Their best-known work is 2007's The Singing Revolution (trailer here), a film that portrays the role of the Song Festival in Estonia's move to re-establish independence from the Soviet Union.

Now with Russia's seizure of Crimea and its slow-motion conflict in eastern Ukraine, James Tusty said with the basing of US troops in Estonia, he sees an angle to educate the American public about the political situation in eastern Europe.

"Very few Americans know that there are US troops based in Estonia in reaction to Putin’s invasion of Crimea, and I would love to do a half-hour film on those troops stationed in Estonia," Tusty said, referring to the 173rd Airborne Brigade which is now housed in Paldiski. "But in the course of focusing on them, I would start revealing a little bit of the history of Putin in Georgia, Putin in Ukraine, and Putin’s threats recently about Finland and the Baltic countries being a historical part of Russia." 

Tusty said that instead of a theatrical release as the last two films have had, he envisions using the Sunday morning television schedule in the US. That time slot on network TV focuses on political-oriented talk shows like "Meet the Press" and "This Week", which regularly feature interviews with high-profile figures from the US administration. Tusty said that this is a good time to place contemporary news programs.

"I’m quite confident that we could get it placed around the political talk shows," he said. "It was an idea that came to Maureen and I when we saw what was happening in Ukraine.

"The short-term issue is if we can raise money for the film. Most Americans still don’t understand much about Estonia, even for that matter Putin, or Eastern Europe in general. I feel we have an opportunity to educate Americans, especially an educated demographic – the kind of people that watch “Meet the Press” and the other political talk shows. It would be a chance to educate a certain percentage of influential Americans of the realities of Eastern Europe, (Vladimir) Putin, Ukraine, Georgia and Estonia. If any of your readers have some ideas about who would be interested in funding such a program, by all means they should e-mail us."

The Tustys are currently working on another film project, called Breaking the Caste, which focuses on how certain political and economic freedoms are helping to reduce the influence of the caste system in India. The film focuses on the "Untouchable" dailit, or social status group, born even lower than the four primary castes in the traditional Hindu system.

"Using the caste system to make decisions has been illegal in India since its founding, but it hasn't stopped it from playing a role," Tusty said. "It is somewhat similar to racism in the US, which is banned, but you can make an argument that it has an effect at some level in some places.

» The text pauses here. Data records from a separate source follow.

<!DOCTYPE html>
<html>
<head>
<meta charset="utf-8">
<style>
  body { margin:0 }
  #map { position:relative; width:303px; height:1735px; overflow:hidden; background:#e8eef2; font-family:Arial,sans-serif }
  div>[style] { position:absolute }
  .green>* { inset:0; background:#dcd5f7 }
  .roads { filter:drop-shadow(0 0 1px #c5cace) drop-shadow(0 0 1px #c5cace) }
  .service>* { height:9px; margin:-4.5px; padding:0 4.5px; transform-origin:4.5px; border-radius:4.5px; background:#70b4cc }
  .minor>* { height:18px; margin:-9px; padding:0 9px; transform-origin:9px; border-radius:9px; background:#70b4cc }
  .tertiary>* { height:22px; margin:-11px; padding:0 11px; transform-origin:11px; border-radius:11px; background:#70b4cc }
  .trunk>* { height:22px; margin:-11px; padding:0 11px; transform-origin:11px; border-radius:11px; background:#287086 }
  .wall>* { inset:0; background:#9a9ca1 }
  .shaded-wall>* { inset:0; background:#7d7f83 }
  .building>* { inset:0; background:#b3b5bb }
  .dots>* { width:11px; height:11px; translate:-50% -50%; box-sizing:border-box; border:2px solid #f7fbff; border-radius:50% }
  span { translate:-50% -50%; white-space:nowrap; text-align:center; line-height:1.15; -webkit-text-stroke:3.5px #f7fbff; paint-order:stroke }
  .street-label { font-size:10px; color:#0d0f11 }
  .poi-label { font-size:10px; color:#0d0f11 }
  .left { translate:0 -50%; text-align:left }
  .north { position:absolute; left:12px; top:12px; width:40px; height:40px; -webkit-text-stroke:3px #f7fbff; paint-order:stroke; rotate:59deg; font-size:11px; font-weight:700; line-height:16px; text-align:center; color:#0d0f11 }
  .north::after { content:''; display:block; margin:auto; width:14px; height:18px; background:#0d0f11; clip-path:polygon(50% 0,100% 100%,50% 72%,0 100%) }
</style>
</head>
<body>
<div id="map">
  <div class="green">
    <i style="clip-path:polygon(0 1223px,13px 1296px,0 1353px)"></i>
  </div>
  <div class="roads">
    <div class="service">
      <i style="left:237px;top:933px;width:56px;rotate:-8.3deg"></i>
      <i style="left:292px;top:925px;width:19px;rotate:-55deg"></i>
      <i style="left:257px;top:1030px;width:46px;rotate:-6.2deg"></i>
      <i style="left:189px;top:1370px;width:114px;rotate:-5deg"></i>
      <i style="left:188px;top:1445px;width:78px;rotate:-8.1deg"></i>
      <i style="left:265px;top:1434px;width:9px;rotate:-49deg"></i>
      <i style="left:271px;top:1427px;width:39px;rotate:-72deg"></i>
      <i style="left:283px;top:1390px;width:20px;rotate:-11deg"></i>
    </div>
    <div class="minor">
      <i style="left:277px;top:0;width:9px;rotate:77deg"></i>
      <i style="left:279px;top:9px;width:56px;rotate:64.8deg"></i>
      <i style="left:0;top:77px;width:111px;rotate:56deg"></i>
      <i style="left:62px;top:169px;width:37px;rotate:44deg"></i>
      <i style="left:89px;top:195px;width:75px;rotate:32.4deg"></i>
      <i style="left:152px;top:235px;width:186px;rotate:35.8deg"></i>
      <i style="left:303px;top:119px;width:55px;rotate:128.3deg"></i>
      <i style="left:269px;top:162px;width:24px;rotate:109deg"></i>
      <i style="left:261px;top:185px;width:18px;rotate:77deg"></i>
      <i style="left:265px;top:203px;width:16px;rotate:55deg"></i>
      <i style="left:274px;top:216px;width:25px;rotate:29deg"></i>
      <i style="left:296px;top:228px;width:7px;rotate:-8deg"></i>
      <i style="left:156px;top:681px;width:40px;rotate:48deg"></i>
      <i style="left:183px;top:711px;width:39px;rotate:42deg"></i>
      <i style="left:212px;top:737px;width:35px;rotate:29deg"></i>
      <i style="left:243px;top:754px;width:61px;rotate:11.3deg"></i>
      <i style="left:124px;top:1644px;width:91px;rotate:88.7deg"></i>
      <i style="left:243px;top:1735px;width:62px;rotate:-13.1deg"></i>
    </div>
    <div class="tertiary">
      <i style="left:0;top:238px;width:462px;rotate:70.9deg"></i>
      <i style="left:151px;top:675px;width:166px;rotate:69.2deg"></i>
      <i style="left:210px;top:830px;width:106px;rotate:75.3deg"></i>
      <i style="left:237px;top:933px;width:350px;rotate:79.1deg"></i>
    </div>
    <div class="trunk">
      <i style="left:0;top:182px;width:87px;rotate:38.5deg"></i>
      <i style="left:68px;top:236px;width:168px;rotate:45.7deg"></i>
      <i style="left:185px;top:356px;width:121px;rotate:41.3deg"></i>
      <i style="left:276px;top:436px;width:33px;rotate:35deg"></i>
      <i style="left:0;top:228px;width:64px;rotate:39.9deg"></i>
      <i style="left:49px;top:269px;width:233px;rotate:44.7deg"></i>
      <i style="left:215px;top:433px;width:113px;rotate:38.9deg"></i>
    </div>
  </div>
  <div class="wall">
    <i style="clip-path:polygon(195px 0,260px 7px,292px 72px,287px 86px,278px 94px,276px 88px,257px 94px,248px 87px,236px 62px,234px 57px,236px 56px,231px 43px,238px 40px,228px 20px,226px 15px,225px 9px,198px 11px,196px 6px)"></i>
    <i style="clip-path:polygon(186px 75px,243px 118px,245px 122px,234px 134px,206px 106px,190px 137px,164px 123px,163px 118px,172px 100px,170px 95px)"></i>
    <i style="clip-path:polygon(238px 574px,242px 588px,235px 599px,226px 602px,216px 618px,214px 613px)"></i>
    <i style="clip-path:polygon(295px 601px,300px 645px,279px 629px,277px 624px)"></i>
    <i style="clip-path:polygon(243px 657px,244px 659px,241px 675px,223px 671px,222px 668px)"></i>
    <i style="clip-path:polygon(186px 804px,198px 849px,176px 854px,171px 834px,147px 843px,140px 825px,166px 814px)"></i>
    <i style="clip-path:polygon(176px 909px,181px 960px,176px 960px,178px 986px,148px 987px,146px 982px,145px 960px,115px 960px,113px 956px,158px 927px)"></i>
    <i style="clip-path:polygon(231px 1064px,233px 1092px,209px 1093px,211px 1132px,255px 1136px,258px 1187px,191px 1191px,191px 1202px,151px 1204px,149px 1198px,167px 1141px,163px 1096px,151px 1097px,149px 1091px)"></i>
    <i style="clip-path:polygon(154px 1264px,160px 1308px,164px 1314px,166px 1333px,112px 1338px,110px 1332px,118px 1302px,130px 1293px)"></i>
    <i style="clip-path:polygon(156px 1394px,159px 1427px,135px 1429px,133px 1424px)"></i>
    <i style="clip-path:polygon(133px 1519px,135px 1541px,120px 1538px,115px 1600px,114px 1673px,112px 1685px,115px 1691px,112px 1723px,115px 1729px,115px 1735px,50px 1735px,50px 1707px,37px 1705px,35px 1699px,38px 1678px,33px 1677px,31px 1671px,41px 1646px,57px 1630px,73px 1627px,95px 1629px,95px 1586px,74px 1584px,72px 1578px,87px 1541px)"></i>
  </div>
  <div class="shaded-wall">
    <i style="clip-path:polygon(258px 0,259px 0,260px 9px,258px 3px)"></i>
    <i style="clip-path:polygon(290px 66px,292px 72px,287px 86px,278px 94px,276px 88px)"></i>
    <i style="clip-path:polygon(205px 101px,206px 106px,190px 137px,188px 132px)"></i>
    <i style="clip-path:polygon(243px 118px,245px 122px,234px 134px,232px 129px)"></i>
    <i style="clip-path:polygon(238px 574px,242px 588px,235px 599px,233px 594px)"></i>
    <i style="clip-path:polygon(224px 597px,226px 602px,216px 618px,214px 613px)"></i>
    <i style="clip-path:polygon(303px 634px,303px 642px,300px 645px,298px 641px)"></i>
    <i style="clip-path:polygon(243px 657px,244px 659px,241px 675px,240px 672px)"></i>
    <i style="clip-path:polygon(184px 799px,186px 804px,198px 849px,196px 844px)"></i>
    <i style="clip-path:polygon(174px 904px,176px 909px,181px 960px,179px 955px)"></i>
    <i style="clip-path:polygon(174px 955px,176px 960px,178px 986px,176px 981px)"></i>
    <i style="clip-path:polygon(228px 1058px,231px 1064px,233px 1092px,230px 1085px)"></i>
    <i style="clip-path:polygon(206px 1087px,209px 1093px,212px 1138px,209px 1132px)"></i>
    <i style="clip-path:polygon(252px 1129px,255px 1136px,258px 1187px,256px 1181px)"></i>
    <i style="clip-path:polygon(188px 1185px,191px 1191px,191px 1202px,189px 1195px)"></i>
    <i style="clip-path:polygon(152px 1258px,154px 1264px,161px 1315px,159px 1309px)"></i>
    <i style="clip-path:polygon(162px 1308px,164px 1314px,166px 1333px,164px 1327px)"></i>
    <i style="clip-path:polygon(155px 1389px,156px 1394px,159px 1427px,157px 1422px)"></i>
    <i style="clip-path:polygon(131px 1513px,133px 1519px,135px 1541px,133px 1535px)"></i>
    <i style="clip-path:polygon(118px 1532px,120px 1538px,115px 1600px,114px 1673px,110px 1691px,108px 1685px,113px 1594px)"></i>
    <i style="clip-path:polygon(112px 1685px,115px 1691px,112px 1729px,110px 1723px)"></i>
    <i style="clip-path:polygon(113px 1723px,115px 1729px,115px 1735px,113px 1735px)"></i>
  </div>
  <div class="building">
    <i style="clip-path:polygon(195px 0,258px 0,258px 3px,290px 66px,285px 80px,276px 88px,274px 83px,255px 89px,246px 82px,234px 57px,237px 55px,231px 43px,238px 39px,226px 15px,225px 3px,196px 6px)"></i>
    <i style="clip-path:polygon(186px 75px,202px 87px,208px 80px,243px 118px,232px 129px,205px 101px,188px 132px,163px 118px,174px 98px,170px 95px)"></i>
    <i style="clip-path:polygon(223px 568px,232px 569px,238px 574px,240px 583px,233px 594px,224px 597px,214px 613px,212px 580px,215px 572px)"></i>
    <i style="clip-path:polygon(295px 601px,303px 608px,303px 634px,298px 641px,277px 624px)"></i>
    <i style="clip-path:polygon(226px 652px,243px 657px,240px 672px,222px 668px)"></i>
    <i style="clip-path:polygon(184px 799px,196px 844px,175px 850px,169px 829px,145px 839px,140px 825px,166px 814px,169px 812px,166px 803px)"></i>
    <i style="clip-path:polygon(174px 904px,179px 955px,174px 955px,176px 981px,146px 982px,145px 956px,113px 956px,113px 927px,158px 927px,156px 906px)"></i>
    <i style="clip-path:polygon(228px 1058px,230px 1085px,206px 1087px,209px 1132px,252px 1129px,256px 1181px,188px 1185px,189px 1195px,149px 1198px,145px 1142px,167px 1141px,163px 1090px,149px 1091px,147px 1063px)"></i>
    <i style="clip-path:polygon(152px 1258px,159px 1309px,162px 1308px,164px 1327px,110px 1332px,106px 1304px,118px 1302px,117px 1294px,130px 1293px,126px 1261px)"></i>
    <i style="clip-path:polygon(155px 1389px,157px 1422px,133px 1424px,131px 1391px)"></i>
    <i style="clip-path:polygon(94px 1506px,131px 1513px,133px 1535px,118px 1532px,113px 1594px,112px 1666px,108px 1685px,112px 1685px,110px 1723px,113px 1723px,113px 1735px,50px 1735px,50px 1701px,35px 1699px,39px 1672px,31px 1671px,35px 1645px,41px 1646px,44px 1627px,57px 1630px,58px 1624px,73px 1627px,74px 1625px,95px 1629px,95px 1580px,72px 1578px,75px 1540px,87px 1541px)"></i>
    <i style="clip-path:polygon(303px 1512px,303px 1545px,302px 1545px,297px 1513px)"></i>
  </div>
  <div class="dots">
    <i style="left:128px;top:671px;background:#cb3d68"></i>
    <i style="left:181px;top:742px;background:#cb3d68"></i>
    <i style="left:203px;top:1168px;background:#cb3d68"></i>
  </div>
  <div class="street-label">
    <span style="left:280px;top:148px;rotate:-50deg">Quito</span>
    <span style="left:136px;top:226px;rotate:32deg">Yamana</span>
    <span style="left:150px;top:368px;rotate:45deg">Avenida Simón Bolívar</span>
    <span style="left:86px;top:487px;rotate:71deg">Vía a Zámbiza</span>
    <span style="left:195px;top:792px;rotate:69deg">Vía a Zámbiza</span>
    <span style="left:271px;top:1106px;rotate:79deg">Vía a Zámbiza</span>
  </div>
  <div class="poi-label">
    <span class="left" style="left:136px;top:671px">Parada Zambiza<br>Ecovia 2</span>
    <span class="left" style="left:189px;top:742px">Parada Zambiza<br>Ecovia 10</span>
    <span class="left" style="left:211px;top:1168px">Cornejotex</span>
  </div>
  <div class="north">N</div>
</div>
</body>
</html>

"In India, we follow four stories about political rights and economic freedom, and looked at the so-called Untouchable dalit. We found a man whose parents were, if not slaves, certainly servants, with very limited wealth and work activity. He somehow pulled himself up by the bootstraps – earned a college degree, learned to speak English, and is now a millionaire with a construction business. And it was fascinating to talk to this man about how he could come out of the system, and through economic freedom, frankly gain some personal freedom for himself. He’s more accepted in society."

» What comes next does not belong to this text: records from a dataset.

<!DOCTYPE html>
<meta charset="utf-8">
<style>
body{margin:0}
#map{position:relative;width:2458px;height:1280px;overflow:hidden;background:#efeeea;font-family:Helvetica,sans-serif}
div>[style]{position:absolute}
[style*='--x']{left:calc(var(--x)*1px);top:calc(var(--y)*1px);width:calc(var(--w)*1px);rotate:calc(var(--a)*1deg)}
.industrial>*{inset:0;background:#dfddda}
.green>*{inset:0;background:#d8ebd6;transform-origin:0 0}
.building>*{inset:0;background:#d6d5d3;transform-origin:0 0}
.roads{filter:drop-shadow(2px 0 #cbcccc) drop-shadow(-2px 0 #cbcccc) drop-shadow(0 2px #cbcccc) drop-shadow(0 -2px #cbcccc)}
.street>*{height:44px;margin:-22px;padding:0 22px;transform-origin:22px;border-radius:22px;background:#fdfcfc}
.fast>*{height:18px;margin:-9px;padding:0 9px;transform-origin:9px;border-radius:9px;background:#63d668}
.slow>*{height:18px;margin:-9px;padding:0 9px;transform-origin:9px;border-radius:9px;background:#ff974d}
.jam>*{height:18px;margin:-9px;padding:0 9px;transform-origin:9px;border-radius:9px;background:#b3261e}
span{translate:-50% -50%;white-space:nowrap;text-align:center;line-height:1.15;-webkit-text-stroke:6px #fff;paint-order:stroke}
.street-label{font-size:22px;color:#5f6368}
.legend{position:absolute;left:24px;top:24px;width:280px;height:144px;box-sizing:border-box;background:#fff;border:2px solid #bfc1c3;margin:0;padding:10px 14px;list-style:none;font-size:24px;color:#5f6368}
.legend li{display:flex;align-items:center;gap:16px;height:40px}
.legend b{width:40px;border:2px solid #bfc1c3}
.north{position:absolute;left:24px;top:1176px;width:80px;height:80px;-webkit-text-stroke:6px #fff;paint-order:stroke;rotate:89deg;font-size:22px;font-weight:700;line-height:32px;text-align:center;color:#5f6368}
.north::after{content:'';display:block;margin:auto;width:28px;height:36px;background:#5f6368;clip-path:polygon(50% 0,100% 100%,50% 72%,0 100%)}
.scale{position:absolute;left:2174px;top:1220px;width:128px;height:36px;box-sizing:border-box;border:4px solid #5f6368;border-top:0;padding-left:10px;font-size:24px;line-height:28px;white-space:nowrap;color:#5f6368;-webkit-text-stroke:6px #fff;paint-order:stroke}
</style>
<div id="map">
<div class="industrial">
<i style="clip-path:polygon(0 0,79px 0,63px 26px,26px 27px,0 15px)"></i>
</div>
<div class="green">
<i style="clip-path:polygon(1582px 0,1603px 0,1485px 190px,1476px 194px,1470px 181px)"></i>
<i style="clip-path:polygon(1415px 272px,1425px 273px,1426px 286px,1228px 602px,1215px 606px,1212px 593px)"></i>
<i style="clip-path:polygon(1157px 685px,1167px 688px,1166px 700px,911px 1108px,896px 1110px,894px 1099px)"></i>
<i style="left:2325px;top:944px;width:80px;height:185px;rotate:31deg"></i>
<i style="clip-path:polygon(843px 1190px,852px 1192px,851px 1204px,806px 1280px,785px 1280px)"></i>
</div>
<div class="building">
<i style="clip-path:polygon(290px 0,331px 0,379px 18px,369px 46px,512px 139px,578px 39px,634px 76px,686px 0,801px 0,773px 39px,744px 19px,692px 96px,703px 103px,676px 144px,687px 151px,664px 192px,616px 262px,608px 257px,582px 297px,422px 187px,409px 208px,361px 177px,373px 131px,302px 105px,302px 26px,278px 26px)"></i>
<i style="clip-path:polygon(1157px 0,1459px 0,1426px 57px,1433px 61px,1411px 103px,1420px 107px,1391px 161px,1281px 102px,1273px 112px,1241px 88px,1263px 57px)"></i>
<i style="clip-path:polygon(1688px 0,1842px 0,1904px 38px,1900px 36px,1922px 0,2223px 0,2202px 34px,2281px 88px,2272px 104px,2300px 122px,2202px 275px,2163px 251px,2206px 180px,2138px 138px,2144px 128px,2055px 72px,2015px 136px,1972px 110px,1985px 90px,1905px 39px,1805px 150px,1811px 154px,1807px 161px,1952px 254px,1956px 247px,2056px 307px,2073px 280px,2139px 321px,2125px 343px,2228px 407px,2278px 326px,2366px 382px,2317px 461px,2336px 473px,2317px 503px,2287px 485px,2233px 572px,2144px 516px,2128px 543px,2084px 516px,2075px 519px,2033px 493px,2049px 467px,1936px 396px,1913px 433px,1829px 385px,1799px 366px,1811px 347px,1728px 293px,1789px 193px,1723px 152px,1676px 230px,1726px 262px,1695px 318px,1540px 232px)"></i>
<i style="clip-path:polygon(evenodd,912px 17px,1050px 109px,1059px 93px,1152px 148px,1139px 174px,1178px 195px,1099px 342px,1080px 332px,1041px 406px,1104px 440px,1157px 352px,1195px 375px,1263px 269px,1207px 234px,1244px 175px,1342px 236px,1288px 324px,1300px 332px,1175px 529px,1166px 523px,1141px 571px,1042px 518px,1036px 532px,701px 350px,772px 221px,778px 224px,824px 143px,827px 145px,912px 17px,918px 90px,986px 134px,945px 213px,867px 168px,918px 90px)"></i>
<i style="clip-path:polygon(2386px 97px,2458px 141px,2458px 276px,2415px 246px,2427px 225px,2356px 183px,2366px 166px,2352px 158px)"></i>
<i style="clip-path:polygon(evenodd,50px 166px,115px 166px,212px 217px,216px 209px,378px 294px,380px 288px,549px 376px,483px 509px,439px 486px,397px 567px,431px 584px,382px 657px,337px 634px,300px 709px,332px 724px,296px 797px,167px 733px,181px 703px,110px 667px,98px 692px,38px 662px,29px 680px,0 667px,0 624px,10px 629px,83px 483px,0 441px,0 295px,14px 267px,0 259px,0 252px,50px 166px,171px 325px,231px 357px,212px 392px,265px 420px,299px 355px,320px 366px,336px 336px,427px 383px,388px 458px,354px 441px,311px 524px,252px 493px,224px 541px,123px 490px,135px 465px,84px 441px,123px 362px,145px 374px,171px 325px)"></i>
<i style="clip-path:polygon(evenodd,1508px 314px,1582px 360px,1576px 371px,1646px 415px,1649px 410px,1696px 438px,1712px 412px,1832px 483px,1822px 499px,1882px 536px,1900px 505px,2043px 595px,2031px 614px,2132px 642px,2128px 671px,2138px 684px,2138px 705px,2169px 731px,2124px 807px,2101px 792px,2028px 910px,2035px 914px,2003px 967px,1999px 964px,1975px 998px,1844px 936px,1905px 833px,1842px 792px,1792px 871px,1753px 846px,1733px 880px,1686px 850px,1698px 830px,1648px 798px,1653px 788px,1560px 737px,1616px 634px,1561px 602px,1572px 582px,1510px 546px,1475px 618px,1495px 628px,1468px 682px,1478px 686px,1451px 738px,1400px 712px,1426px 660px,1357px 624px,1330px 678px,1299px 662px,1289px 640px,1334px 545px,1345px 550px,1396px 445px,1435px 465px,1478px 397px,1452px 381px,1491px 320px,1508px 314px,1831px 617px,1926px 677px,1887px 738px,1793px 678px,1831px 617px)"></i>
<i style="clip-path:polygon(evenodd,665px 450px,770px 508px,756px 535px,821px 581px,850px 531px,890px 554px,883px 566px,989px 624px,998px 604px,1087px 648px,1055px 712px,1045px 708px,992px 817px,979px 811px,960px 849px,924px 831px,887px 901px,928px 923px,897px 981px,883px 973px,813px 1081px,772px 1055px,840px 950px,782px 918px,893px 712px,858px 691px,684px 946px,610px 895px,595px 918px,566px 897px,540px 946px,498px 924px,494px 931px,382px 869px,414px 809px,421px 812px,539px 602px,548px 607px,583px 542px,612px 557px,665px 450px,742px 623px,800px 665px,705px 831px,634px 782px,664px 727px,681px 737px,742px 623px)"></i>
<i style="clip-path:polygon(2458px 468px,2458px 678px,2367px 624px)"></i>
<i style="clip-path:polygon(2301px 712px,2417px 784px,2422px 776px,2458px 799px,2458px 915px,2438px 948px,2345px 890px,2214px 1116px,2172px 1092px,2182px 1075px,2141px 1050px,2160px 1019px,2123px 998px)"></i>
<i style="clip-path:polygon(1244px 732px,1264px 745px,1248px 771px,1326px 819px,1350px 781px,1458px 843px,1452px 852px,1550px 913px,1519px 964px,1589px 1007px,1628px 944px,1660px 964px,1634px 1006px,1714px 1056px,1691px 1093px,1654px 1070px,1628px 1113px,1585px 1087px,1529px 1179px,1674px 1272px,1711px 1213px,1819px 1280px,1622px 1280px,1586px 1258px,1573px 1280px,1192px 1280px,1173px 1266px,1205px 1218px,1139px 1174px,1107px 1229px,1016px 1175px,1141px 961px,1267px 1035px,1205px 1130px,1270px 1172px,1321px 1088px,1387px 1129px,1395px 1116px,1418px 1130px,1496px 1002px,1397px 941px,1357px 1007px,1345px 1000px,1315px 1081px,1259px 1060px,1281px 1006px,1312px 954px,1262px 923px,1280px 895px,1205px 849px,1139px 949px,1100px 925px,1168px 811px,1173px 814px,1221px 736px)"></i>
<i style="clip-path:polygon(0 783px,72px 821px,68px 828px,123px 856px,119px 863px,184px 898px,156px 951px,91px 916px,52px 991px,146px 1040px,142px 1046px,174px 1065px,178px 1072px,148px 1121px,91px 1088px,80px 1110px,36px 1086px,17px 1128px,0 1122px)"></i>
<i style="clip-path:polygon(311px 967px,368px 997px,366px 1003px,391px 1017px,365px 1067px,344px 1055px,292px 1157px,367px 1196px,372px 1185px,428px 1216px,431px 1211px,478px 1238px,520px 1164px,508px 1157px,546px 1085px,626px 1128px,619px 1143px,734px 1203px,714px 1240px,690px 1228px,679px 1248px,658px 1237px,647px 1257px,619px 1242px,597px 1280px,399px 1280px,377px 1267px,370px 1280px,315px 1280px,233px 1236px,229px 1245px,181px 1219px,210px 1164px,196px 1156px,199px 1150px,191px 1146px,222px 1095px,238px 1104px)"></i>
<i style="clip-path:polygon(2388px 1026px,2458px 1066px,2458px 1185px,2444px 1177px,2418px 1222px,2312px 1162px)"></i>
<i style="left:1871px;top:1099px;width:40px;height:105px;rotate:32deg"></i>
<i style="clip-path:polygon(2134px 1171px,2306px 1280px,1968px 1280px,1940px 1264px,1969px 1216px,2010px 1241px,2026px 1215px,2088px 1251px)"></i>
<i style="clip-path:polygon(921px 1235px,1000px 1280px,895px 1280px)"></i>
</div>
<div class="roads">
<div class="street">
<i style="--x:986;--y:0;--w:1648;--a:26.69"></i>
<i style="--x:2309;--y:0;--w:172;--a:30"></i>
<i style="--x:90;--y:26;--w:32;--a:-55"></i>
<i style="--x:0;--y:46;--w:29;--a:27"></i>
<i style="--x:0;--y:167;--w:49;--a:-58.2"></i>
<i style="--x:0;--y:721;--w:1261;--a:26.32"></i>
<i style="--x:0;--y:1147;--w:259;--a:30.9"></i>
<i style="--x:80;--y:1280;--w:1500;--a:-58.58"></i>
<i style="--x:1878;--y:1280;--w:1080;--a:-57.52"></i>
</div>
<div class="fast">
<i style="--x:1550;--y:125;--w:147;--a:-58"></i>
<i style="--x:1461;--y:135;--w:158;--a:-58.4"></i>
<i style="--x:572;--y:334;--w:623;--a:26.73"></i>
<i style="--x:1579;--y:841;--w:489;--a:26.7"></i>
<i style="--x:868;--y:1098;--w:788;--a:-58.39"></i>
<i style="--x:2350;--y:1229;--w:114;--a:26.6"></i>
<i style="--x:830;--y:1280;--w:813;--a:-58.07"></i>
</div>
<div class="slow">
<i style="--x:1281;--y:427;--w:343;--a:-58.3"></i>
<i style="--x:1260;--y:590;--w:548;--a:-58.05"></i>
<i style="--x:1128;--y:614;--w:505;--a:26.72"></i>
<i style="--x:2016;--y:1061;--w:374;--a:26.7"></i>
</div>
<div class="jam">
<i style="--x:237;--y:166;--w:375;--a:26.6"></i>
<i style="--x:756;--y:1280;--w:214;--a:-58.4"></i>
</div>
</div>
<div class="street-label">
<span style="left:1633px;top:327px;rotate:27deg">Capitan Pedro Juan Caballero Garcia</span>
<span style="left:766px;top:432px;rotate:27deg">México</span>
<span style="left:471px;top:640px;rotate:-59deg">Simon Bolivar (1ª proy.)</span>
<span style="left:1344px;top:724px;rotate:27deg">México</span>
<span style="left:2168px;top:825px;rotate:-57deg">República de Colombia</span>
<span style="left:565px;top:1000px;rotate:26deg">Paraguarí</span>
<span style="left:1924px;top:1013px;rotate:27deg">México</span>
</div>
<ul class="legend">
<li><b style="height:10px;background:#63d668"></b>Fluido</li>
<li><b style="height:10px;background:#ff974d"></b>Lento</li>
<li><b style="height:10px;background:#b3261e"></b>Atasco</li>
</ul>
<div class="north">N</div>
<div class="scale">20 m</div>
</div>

Tusty, the son of an Estonian who emigrated to the US in the 1920s, said a third film with an Estonian face is something he would dearly love to do. He has yet to start fundraising for the film, but any support, monetary or otherwise, he can get from the Estonian government, businesses, or the public at large, would increase the chances of making it a reality.

"Since we would be going on commercial television, not public television, for this piece – it’s a more natural fit – there will be TV spots available in the program," he said. "So if the Estonian tourist board, or, for that matter any Estonia company, is interested in reaching the American audience with TV commercials, there would be six TV commercial embedded in this half-hour program.

"A lot of the money we’d have to spend on this film is travel and room and board. If we can find an Estonian partner that can cover hotel and food for the crew it would reduce the cost of this film by a substantial amount."

The Tustys, who attended the Song and Dance Festival last weekend, will be in Estonia until Friday. "I will take any meeting I can while we are here," Tusty said. "I'm really interested in doing that film. The Ukraine events really concern me."